### Work task
Please copy every line from the records below that contains the string "Rodd".

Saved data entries
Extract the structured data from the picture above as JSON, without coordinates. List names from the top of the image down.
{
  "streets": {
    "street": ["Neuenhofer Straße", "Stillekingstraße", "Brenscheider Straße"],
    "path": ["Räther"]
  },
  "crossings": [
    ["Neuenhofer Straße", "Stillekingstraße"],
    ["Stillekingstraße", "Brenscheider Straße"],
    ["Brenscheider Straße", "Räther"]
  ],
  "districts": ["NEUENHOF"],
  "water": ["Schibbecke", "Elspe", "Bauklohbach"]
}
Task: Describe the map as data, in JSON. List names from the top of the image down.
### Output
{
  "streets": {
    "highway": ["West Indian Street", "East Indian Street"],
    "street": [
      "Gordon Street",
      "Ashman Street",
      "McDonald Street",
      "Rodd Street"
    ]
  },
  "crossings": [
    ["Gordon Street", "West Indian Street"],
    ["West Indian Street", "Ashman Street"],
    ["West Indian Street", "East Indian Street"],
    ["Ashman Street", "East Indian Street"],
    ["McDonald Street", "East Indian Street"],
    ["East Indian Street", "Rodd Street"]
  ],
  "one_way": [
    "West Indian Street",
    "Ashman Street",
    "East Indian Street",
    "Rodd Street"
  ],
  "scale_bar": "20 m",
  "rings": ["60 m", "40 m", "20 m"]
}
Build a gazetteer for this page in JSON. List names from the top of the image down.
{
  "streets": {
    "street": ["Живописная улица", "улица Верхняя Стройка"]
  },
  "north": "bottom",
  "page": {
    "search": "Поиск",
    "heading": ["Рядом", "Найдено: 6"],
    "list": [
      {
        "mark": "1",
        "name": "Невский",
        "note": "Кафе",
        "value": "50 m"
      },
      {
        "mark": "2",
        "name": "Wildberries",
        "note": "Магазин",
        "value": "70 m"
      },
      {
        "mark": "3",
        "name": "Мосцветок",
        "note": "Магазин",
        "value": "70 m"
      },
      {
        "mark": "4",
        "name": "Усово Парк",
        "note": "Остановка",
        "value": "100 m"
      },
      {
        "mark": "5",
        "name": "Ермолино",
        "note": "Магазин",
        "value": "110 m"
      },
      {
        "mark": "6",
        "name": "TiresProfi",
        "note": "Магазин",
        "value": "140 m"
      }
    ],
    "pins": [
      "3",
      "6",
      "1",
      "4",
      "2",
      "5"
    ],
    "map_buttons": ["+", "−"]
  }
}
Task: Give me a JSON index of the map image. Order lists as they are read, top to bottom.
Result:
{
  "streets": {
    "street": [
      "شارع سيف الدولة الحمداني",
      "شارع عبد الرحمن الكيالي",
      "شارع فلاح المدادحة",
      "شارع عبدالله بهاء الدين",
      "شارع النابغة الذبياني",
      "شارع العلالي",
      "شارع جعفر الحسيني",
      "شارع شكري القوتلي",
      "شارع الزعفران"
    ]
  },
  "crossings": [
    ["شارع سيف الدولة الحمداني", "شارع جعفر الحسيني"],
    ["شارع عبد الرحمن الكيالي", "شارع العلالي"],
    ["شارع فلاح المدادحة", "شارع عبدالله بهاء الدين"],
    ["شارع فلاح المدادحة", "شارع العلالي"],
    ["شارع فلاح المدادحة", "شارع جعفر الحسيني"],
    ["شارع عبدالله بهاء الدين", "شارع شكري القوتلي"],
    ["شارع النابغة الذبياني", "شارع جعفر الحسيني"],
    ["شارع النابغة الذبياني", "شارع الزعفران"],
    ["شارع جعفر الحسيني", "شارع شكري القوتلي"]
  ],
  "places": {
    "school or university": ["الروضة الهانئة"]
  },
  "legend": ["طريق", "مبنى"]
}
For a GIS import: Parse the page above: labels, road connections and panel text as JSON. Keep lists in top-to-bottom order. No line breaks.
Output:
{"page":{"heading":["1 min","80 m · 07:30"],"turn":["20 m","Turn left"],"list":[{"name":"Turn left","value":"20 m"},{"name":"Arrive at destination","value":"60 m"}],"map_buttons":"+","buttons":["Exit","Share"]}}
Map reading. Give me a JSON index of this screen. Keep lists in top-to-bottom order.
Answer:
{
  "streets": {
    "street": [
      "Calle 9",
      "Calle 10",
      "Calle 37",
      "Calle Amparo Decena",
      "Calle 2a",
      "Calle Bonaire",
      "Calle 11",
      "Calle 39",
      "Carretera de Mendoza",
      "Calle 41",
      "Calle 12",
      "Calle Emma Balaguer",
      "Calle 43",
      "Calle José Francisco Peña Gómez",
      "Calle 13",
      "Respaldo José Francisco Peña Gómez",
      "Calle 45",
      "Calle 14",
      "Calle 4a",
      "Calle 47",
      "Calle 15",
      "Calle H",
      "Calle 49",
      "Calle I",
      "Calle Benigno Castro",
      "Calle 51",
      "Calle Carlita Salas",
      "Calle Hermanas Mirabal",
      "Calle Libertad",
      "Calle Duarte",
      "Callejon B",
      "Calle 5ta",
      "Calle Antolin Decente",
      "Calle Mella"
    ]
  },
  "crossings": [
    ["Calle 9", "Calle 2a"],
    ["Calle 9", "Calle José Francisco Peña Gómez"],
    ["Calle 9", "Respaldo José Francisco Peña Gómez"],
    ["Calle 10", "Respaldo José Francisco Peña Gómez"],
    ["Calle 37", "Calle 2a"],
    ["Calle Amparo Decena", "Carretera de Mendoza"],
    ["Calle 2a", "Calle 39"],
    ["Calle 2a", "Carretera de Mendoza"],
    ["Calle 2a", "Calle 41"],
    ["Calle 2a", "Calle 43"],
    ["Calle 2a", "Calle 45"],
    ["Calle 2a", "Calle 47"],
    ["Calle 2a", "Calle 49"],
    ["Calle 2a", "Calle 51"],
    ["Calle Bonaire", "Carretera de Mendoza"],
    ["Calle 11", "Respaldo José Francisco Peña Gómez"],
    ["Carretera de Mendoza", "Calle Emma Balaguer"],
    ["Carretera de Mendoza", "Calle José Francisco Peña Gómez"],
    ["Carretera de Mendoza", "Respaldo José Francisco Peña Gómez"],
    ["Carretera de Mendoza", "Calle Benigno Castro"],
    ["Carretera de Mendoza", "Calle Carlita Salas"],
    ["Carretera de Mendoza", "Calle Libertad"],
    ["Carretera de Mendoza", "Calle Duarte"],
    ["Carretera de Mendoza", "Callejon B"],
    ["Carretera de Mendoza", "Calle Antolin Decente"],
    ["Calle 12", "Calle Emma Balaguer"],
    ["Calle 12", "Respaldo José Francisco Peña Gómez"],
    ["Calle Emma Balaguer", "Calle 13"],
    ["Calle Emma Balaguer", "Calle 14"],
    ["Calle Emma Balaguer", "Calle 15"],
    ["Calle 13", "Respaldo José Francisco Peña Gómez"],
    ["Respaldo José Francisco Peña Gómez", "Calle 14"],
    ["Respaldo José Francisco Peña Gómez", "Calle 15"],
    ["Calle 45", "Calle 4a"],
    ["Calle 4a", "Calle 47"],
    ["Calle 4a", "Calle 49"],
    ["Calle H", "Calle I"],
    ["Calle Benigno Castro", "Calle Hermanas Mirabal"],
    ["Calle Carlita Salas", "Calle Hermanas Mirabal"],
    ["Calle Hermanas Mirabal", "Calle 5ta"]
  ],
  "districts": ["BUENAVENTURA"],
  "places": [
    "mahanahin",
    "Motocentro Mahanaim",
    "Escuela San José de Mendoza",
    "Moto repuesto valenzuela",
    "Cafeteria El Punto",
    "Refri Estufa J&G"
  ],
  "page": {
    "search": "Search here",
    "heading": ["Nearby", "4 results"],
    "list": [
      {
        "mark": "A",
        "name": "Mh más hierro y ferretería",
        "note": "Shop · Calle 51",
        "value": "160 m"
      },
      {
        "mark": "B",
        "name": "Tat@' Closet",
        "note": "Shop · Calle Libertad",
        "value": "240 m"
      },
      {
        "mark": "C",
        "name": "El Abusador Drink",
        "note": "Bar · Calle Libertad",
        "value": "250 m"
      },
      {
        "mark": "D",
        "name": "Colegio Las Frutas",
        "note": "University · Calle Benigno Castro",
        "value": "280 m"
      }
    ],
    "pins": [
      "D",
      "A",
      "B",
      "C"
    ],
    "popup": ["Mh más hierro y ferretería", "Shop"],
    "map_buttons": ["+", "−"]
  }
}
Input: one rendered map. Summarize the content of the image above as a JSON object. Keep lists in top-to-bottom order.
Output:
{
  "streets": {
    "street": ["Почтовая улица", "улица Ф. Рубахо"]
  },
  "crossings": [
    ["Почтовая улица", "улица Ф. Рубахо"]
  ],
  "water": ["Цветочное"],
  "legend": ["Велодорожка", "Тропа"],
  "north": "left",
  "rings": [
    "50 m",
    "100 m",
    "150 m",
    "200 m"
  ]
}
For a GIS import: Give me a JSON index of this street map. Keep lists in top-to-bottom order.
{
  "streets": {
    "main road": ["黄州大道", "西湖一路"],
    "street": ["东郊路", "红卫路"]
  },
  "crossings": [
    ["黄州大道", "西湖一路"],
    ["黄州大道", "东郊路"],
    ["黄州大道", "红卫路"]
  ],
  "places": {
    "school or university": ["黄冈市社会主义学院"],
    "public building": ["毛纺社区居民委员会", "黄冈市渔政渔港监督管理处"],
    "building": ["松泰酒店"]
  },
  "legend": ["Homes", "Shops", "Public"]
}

### Result of the task
      "Rodd Street"
    ["East Indian Street", "Rodd Street"]
    "Rodd Street"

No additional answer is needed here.